Friday, 16 April 2010

10th photo tag . . .

This post is prompted by Al's recent blog post of 8th April where you go to your first folder of photographs and choose the 10th photo. He tagged me. I won't tag anyone specific, but if you want to join in, let me know in a comment to this.

These Johnson's Blue Geraniums are planted in a semi-circle around the apple tree by the paddock. The original plant came with me from Dorset, 22 years ago. I had bought it on a coach trip to Leeds Castle in Kent. I think it cost the princely sum of £1. Anyway, I added to that one little plant and am rewarded each spring by a mass of flowers (shame about the dried-up raindrop on the camera lens in this pic . . .) I have various other hardy Geraniums in the garden too, and have a bit of a soft spot for them, along with the Aquilegias which are my favurite cottage garden plant.

My garden is very important to me. It is a definite factor when house-hunting, and although I have found some absolutely perfect gardens, the house or the situation has let them down! One exception - and it was overpriced and we couldn't afford it! My ideal garden meanders a bit. You can't see all of it at once. It isn't neat and tidy, but the combination of colours and flowers give a WOW factor. Ideally it has views, and mature shrubs and trees, and a wildlife pond, and room for a polytunnel, vegetable patch and hens. It should have soft fruit and a small orchard, or room for one. It is a country garden, not a town one. If someone had done all the hard work and planted it up I would be more than happy, as I have had to start all my gardens, bar one, from scratch. That takes time, effort and money and I am now more than happy to walk straight into a ready-made one. The words "plantsman's garden" in the brochure really make me prick my ears up!

Not for me the vast expansions of flat lawn and straight borders of bedding plants. No garden fences in sight please.

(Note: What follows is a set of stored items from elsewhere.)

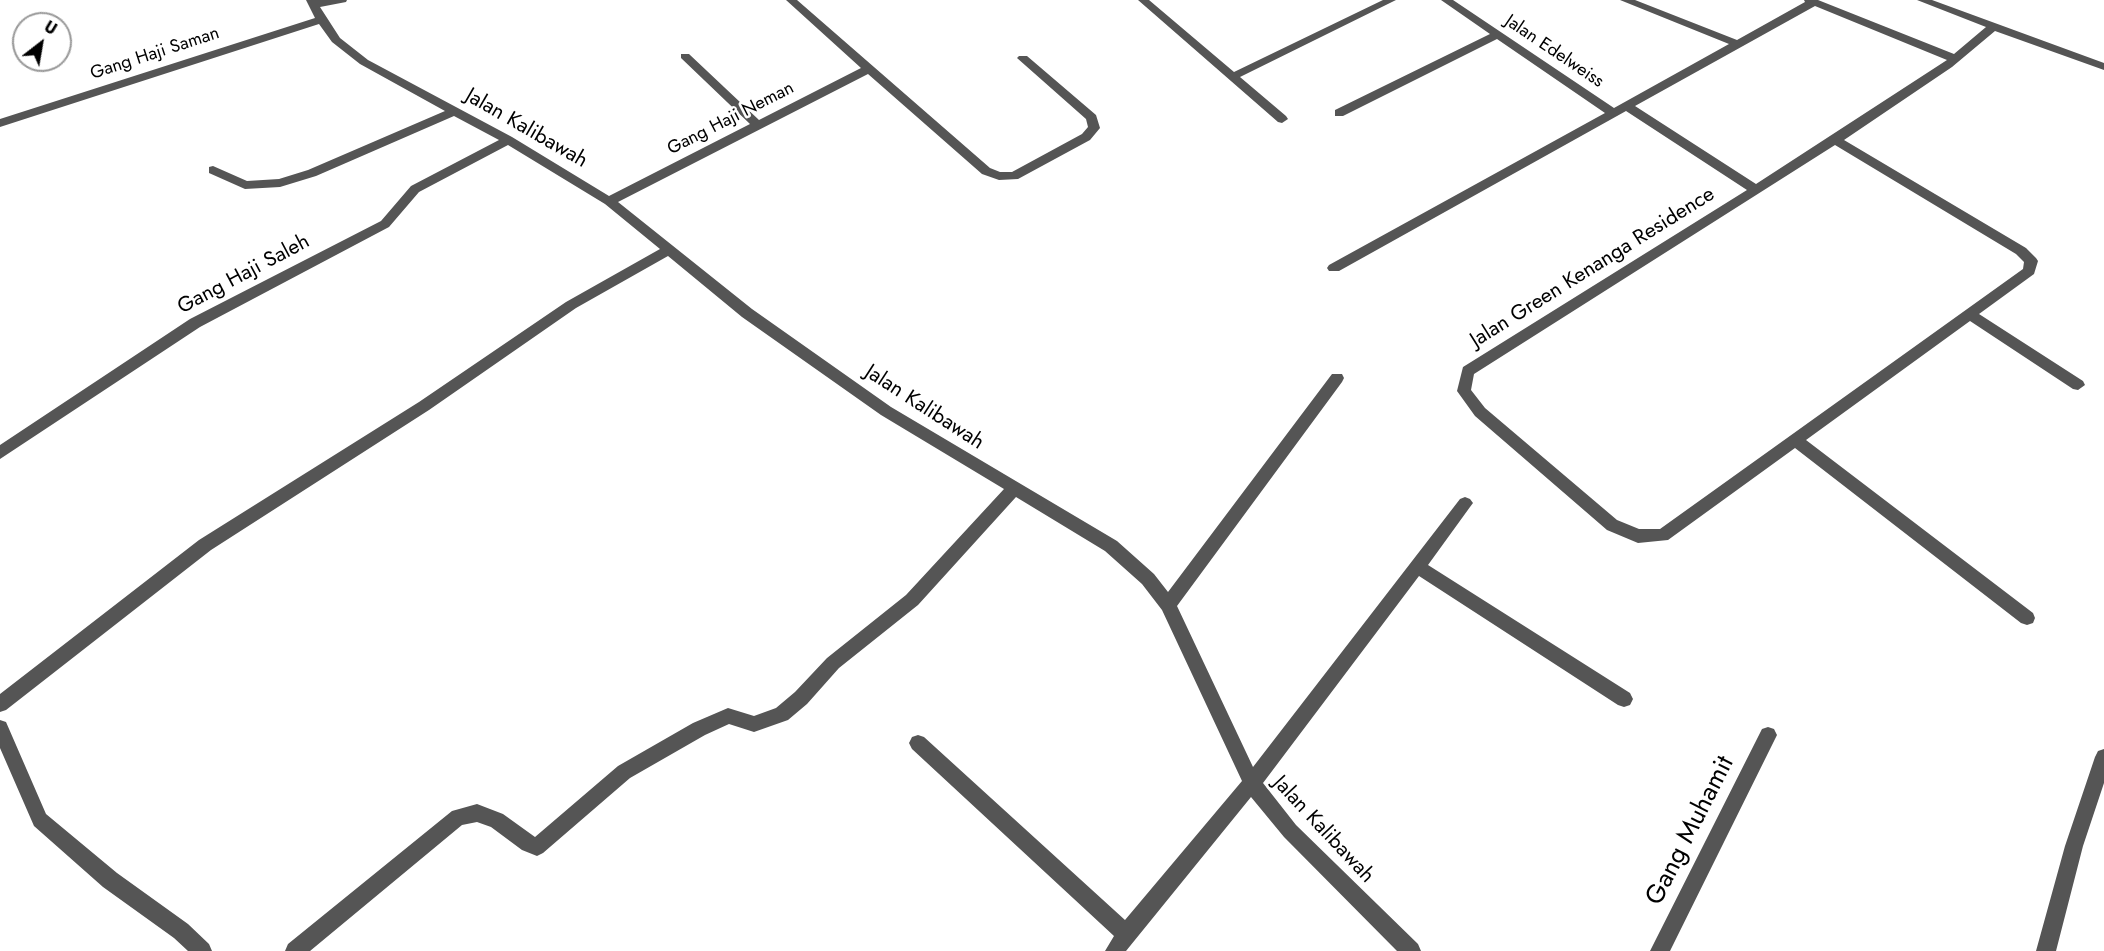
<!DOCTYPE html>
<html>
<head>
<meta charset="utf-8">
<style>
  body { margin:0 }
  #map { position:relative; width:2104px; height:951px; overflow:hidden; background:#fff; font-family:Jost,sans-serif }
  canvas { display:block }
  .north { position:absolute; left:12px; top:12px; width:60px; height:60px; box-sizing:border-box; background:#fff; border:2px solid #999; border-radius:50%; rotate:31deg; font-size:16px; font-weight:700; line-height:24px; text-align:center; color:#000 }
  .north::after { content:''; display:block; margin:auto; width:21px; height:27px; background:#000; clip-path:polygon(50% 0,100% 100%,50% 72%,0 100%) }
</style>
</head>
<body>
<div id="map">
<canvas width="2104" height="951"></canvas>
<div class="north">U</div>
</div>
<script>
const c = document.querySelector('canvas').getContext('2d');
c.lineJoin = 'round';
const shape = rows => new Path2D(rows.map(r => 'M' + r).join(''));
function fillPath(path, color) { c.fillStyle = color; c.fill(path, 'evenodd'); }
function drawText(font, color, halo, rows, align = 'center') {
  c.font = font + ' Jost,sans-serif'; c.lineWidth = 5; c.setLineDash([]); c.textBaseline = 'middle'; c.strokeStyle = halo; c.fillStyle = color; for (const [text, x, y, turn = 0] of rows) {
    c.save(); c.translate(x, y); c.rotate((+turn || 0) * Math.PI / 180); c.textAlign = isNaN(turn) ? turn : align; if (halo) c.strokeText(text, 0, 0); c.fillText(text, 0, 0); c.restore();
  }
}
const minor = shape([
  [306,0,347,0,346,2,320,7,340,38,368,60,512,137,609,196,750,124,681,58,681,54,689,54,759,120,861,68,786,0,797,0,990,168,1000,172,1012,172,1082,134,1088,127,1086,119,1017,58,1019,56,1027,56,1096,115,1100,128,1090,140,1018,179,999,180,982,174,868,74,618,202,752,309,891,407,1117,541,1154,574,1168,592,1332,374,1342,374,1344,378,1342,382,1177,606,1253,767,1460,499,1465,497,1470,499,1473,503,1470,507,1428,565,1630,693,1633,699,1630,705,1624,707,1618,705,1419,576,1263,783,1296,825,1418,944,1421,951,1397,951,1284,837,1251,797,1126,951,1105,951,1114,936,912,749,909,743,912,737,918,735,924,737,1125,920,1242,781,1162,610,1142,584,1105,551,1016,497,918,605,839,668,807,704,788,720,754,732,729,724,705,735,630,778,543,853,537,856,522,850,491,827,477,822,462,825,310,951,285,951,288,944,452,811,477,804,503,814,535,837,618,766,693,723,728,708,754,716,776,708,795,692,827,658,906,595,1004,489,881,415,742,317,668,256,576,308,429,410,211,550,6,710,0,712,0,694,199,540,419,402,566,302,660,249,605,204,508,145,419,192,389,227,200,327,0,459,0,445,190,319,381,221,411,186,499,140,454,116,316,176,280,187,245,189,209,173,209,167,213,166,247,181,279,179,308,170,445,111,360,64,332,42,319,24,0,127,0,119,315,18,306,0],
  [1138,0,1149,0,1234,72,1383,0,1396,0,1240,77,1286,116,1288,119,1282,123,1278,122,1138,0],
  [1441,0,1453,0,1614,108,1729,44,1620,0,1635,0,1737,40,1805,2,1804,0,1818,0,1954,54,1986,27,1917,0,1932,0,2104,63,2104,70,1995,31,1952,67,1844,140,2026,248,2036,258,2038,261,2034,274,1979,314,2083,381,2085,385,2078,390,2073,389,1970,321,1806,440,2033,613,2035,618,2033,623,2027,625,2021,623,1795,448,1668,540,1638,543,1607,530,1475,416,1457,391,1463,367,1747,190,1626,111,1339,271,1329,271,1327,268,1329,265,1605,113,1497,39,1343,116,1335,116,1335,110,1490,34,1441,0],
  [1815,6,1947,60,1756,184,1635,106,1815,6],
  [1835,145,2016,254,2024,262,2023,269,1660,529,1639,529,1617,520,1485,408,1471,390,1474,374,1835,145],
  [0,720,6,722,46,814,117,873,188,924,209,944,212,951,188,951,174,938,103,887,34,826,0,748,0,720],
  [1768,727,1774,729,1777,735,1670,951,1650,951,1762,729,1768,727],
  [2104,749,2104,783,2083,846,2056,951,2036,951,2065,846,2095,757,2098,751,2104,749]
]);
const farStreetnames = [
  ["Jalan Edelweiss",1554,52,34],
  ["Gang Haji Saman",155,54,-18],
  ["Gang Haji Neman",731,119,-27]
];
const streetNames = [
  ["Jalan Kalibawah",526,129,30],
  ["Jalan Green Kenanga Residence",1593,268,-32],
  ["Gang Haji Saleh",244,275,-28],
  ["Jalan Kalibawah",924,408,33],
  ["Jalan Kalibawah",1323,830,47]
];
const nearStreetnames = [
  ["Gang Muhamit",1691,831,-63]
];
fillPath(minor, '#555');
drawText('18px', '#000', '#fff', farStreetnames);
drawText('21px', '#000', '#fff', streetNames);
drawText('26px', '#000', '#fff', nearStreetnames);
</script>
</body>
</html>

No postage stamps posing as "gardens". No high-falutin' designer gardens or Japanese gardens with strategically-placed boulders in a sea of gravel. Oh, and NO DECKING. I absolutely LOATHE decking.

Oh, and as a passing note to my dearly beloved one, the property in Shaldon, perfect though its Gothic bits are, offers only a concrete roof garden, and the cats and I say that WILL NOT DO!!!


  1. Hullo BB,

    Thanks for joining in on the theme. Like you I love a garden. Unlike you I'm not a gardener. Well more truthfully a reluctant gardener. I enjoy it once I'm started but I always slightly worry I'm going to do something disastrous. I envy you natural gardeners, you creative types who know what goes with what and how to plant for the extended life of the garden across the year. Like you I love my fruit trees and dislike the 'parks and cemeteries' type of garden.

    Thanks again.....Al.

  2. I agree, you CANNOT have a concrete roof garden. One of the furbabies might fall off!!!

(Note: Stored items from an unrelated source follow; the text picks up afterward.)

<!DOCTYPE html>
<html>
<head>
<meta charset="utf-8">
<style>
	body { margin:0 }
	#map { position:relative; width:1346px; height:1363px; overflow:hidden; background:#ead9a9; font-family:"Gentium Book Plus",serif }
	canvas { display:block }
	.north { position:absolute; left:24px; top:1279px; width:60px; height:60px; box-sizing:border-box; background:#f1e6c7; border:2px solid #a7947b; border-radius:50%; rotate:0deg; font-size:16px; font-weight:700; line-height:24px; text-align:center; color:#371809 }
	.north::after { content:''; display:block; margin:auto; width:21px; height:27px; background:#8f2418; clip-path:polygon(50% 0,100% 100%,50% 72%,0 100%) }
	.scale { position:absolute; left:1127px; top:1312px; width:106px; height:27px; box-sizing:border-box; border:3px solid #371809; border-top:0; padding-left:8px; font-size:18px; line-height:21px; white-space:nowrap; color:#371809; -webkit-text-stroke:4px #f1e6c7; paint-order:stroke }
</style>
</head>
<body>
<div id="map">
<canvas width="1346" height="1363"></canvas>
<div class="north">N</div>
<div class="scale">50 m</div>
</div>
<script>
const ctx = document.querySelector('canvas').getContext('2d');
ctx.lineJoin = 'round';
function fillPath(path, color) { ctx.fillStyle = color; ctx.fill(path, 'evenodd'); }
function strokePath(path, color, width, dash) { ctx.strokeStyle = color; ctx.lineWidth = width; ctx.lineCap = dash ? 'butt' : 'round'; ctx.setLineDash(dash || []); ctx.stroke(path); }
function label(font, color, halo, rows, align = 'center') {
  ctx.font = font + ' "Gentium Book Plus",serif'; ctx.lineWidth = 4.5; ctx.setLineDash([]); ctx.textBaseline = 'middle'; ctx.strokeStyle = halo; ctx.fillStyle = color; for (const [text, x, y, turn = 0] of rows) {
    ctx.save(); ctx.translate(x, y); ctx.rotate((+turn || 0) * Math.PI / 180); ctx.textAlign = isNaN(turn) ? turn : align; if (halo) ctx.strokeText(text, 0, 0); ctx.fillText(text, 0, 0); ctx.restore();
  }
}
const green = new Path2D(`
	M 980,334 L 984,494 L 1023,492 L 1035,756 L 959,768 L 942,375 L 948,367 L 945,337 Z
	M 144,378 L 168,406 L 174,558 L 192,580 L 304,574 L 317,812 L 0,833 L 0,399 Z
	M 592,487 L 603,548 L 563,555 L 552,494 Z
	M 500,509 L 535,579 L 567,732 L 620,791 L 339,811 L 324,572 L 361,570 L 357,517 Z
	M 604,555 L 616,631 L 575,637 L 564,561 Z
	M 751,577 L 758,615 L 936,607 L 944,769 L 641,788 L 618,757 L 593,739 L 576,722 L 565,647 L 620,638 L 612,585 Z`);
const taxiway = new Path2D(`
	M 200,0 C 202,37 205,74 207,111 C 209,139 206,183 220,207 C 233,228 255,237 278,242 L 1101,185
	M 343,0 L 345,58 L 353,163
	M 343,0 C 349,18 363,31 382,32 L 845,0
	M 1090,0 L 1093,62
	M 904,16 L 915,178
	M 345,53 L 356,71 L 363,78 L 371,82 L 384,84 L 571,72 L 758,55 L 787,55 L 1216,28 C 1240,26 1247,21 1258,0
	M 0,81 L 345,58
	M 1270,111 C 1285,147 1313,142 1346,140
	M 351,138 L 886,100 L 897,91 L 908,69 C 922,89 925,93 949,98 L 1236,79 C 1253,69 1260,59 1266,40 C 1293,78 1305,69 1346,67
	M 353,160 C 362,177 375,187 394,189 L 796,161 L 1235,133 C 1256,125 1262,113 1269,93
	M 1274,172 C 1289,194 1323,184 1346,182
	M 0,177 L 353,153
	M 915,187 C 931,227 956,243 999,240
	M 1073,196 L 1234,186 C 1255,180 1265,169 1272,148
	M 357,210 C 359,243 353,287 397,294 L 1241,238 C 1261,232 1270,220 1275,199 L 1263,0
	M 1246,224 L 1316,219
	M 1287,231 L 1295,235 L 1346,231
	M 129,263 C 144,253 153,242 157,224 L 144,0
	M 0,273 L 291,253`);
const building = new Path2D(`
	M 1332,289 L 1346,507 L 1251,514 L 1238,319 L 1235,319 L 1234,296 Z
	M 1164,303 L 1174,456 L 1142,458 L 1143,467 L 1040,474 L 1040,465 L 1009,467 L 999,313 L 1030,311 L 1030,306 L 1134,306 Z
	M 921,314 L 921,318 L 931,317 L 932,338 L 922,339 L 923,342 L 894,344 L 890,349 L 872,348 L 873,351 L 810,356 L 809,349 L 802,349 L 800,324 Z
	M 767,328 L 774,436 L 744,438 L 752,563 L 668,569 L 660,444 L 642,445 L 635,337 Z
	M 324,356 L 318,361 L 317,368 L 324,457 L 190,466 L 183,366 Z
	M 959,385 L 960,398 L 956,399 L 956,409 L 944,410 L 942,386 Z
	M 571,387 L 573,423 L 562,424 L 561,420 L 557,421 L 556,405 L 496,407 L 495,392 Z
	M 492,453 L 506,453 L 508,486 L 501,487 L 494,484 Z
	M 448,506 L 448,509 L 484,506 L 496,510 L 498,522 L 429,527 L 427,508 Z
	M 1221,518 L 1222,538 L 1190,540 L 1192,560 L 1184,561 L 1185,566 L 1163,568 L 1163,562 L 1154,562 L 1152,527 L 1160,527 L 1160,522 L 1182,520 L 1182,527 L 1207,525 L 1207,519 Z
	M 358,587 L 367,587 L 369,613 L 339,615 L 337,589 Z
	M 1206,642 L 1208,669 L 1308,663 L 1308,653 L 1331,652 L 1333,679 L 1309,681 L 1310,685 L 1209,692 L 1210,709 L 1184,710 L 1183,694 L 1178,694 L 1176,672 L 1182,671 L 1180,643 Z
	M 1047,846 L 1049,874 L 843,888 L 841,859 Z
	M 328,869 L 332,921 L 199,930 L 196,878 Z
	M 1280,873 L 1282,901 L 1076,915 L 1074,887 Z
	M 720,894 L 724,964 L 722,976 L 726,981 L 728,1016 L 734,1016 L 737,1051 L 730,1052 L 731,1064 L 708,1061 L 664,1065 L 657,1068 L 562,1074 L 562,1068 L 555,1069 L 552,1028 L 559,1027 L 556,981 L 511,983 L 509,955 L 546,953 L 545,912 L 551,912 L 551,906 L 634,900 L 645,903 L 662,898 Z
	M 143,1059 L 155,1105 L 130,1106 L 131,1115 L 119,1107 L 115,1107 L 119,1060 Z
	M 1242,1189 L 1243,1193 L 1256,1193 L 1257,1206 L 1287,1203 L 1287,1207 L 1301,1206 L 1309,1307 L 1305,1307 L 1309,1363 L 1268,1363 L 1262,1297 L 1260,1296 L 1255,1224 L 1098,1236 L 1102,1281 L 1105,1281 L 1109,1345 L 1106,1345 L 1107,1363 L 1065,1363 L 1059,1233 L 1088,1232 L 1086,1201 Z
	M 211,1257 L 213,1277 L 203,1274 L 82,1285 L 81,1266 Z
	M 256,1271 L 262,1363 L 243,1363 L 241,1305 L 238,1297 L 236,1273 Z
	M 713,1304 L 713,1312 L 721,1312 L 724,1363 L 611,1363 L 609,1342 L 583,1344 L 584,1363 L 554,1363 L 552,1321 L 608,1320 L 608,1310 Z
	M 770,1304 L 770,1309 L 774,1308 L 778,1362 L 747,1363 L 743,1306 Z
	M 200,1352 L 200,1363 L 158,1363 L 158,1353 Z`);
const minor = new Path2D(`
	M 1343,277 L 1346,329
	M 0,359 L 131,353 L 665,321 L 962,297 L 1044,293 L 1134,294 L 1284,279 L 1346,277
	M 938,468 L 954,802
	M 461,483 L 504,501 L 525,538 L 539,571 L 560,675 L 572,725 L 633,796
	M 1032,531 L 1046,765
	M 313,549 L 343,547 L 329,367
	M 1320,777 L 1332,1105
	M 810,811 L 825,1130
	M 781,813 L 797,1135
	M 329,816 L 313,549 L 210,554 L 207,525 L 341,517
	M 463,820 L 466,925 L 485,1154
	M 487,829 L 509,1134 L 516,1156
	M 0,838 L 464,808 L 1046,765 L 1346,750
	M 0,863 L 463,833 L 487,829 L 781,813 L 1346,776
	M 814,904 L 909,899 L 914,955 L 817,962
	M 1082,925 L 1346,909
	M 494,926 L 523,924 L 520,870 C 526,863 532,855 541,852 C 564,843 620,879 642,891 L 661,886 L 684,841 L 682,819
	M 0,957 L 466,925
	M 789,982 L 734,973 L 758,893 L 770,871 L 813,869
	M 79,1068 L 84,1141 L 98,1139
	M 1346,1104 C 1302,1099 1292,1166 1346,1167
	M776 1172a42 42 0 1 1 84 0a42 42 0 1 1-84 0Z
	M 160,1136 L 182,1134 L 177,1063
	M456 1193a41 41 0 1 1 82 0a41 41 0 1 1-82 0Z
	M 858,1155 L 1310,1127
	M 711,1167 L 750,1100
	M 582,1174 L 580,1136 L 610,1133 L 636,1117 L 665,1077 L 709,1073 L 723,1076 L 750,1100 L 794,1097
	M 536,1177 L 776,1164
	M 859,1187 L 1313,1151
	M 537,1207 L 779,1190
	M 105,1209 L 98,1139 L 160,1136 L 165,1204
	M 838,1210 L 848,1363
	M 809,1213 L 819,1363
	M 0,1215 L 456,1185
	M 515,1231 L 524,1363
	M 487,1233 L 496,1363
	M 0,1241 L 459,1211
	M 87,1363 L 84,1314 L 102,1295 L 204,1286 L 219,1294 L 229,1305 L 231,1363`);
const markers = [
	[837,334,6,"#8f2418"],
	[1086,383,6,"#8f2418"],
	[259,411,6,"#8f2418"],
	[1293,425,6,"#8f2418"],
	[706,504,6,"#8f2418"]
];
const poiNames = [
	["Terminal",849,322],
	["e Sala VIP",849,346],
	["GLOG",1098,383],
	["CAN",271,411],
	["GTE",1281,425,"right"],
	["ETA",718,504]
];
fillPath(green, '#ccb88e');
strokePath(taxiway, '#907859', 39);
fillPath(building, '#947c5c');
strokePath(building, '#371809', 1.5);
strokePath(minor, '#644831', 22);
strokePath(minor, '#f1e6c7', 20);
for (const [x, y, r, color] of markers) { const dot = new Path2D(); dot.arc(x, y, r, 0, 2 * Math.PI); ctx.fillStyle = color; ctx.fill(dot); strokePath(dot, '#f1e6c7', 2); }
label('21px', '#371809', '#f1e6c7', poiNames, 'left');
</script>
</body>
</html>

    I've loved catching up with all you've been doing lately and totally adore those bookshelves in Hay! If K makes you some, then he can make me a couple when he's finished :)

    Hope the weather is kind to you at the moment, it's lovely here and not too ashy!

  3. I LOATHE decking too, and the foul word PATIO !Cottage gardens are best,rambling,not very much lawn,fruit trees,vegetable garden and greenhouse,hedges or mellow old garden walls and of course the hen house and run.PARADISE ! We are very lucky to have all these things,but I would like it even bigger than the third of an acre we occupy.

  4. Missing my Johnson blues, filled the garden with them practically, also the dusky pink ones as well. Glorious weather today ;)

  5. I'm wading through garden catalogs and feeling over-whelmed by the funds it would take to approximate the gardens I left behind in Vermont when we moved to Wyoming 12 years ago. What I can afford to plant this year is going to look rather sparse, but we are blessed to have the many shrubs and ornamental trees which were planted here many years ago.
    "Bio-Kova Karmina" is what I found at the garden center last week--an unfamiliar cranesbill. I was hoping for Johnsons Blue and Wargrave Pink.
    Our Kentucky cottage has a concrete floored "car port" attached to the side entry. It is proving more useful than I expected--for everything other than the car--and not too unsightly as there are plantings all around. The idea of a roof garden as a desparate measure has never appealed. There has to be some lovely unstructured space with shrubs and green grass and billows of flowers.